Brasil reage às cotas chinesas sobre carne bovina e tenta conter perdas bilionárias

O Brasil reagiu às cotas impostas pela China à carne bovina e iniciou uma ofensiva diplomática e comercial para reduzir os impactos da medida sobre o setor exportador. As restrições chinesas colocam em risco um dos principais eixos do comércio bilateral e podem gerar perdas bilionárias já a partir de 2026.

Em nota divulgada na quarta-feira (31), os ministérios do Desenvolvimento, Indústria, Comércio e Serviços (Mdic), da Agricultura e Pecuária (Mapa) e das Relações Exteriores (MRE) informaram que acompanham a decisão “com atenção” e que atuarão de forma integrada com o setor privado para defender os interesses da cadeia produtiva da carne bovina brasileira.

Diálogo bilateral e possível atuação na OMC

Segundo o governo, o tema será tratado tanto no diálogo bilateral com Pequim quanto no âmbito da Organização Mundial do Comércio (OMC). Embora as salvaguardas não tenham sido justificadas por práticas desleais, como dumping ou subsídios ilegais, autoridades brasileiras avaliam que a iniciativa gera distorções relevantes em um mercado no qual o Brasil se consolidou como fornecedor estratégico.

O comunicado oficial ressalta que as medidas chinesas são aplicáveis a importações de todas as origens, mas o impacto sobre o Brasil tende a ser mais expressivo devido ao elevado volume exportado ao país asiático.

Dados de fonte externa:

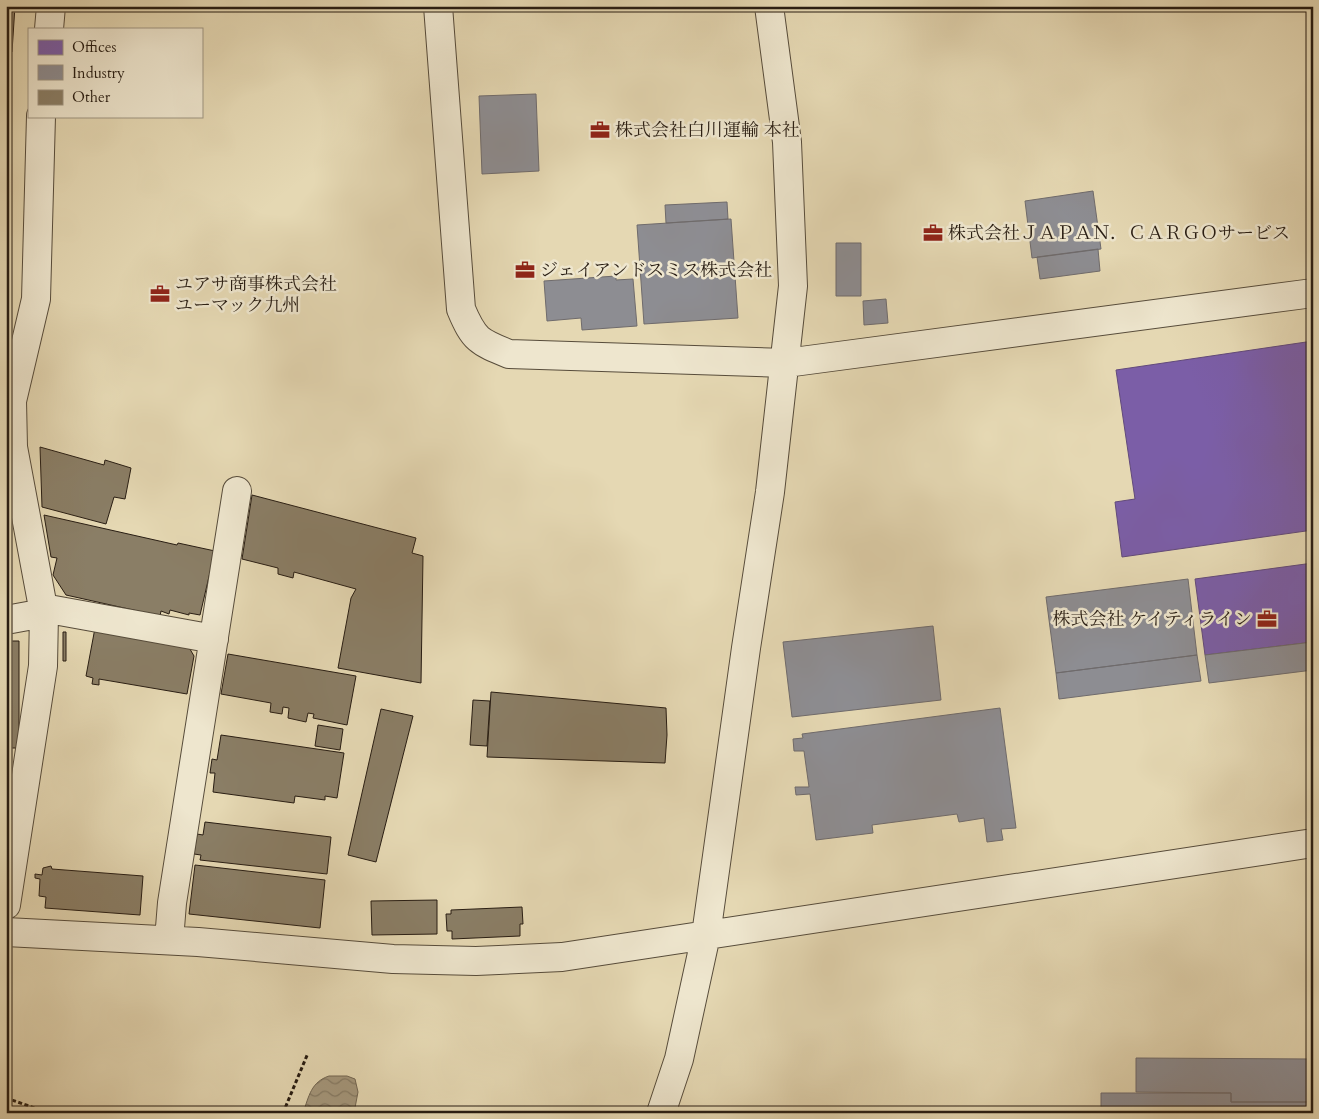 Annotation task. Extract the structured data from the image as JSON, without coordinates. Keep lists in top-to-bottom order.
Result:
{
  "places": {
    "office": [
      "株式会社白川運輸 本社",
      "株式会社ＪＡＰＡＮ．ＣＡＲＧＯサービス",
      "ジェイアンドスミス株式会社",
      "ユアサ商事株式会社 ユーマック九州",
      "株式会社 ケイティライン"
    ]
  },
  "legend": ["Offices", "Industry", "Other"]
} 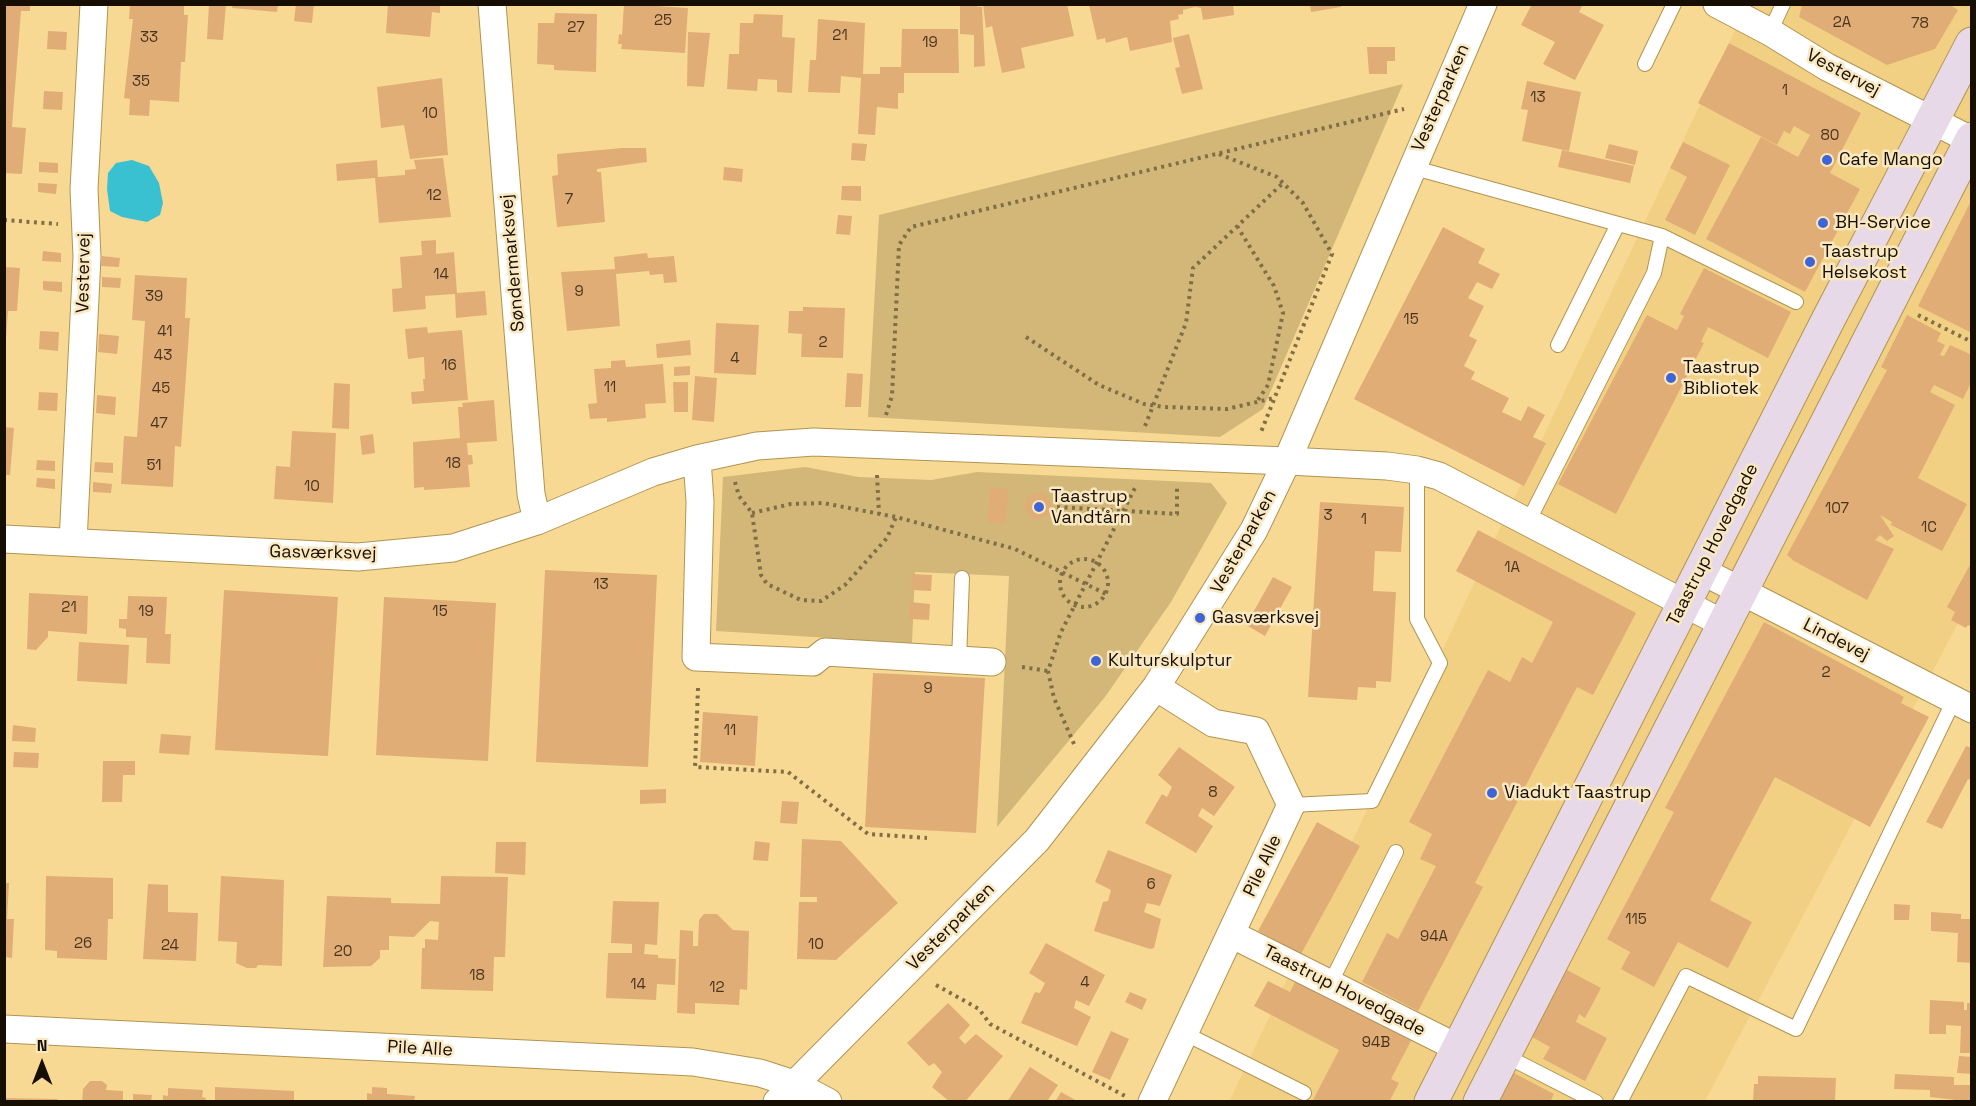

Cotas e sobretaxa afetam volumes e preços

As restrições chinesas à carne bovina entraram em vigor no dia 1º e terão validade inicial de três anos. As novas regras fixam uma cota anual de 1,1 milhão de toneladas para as importações do produto brasileiro. O volume que ultrapassar esse limite será taxado com uma sobretaxa de 55%, além da tarifa de importação de 12% já existente.

A combinação de cotas e tarifas deve afetar diretamente os volumes embarcados e a formação de preços, reduzindo a competitividade da carne brasileira no mercado chinês.

China é principal destino da carne brasileira

A China ocupa atualmente a posição de maior importador mundial e segundo maior consumidor de carne bovina, atrás apenas dos Estados Unidos. Nos últimos anos, tornou-se o principal destino das exportações brasileiras, com influência decisiva sobre os preços internacionais do produto.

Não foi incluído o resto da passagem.